■ WHAT THE TASK ASKS ■
An acceptable answer contains each line of the material, unchanged.

■ DATA BELOW ■
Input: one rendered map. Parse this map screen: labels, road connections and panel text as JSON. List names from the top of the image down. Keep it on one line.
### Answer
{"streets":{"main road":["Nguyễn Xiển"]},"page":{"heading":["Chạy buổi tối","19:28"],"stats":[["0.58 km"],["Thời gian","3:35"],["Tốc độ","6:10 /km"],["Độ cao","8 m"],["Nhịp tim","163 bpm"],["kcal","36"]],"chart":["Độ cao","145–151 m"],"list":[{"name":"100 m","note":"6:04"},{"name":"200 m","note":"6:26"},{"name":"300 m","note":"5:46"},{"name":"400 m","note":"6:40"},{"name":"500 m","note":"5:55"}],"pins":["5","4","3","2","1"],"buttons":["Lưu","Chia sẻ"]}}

■ TASK RESPONSE ■
Input: one rendered map. Parse this map screen: labels, road connections and panel text as JSON. List names from the top of the image down. Keep it on one line.
### Answer
{"streets":{"main road":["Nguyễn Xiển"]},"page":{"heading":["Chạy buổi tối","19:28"],"stats":[["0.58 km"],["Thời gian","3:35"],["Tốc độ","6:10 /km"],["Độ cao","8 m"],["Nhịp tim","163 bpm"],["kcal","36"]],"chart":["Độ cao","145–151 m"],"list":[{"name":"100 m","note":"6:04"},{"name":"200 m","note":"6:26"},{"name":"300 m","note":"5:46"},{"name":"400 m","note":"6:40"},{"name":"500 m","note":"5:55"}],"pins":["5","4","3","2","1"],"buttons":["Lưu","Chia sẻ"]}}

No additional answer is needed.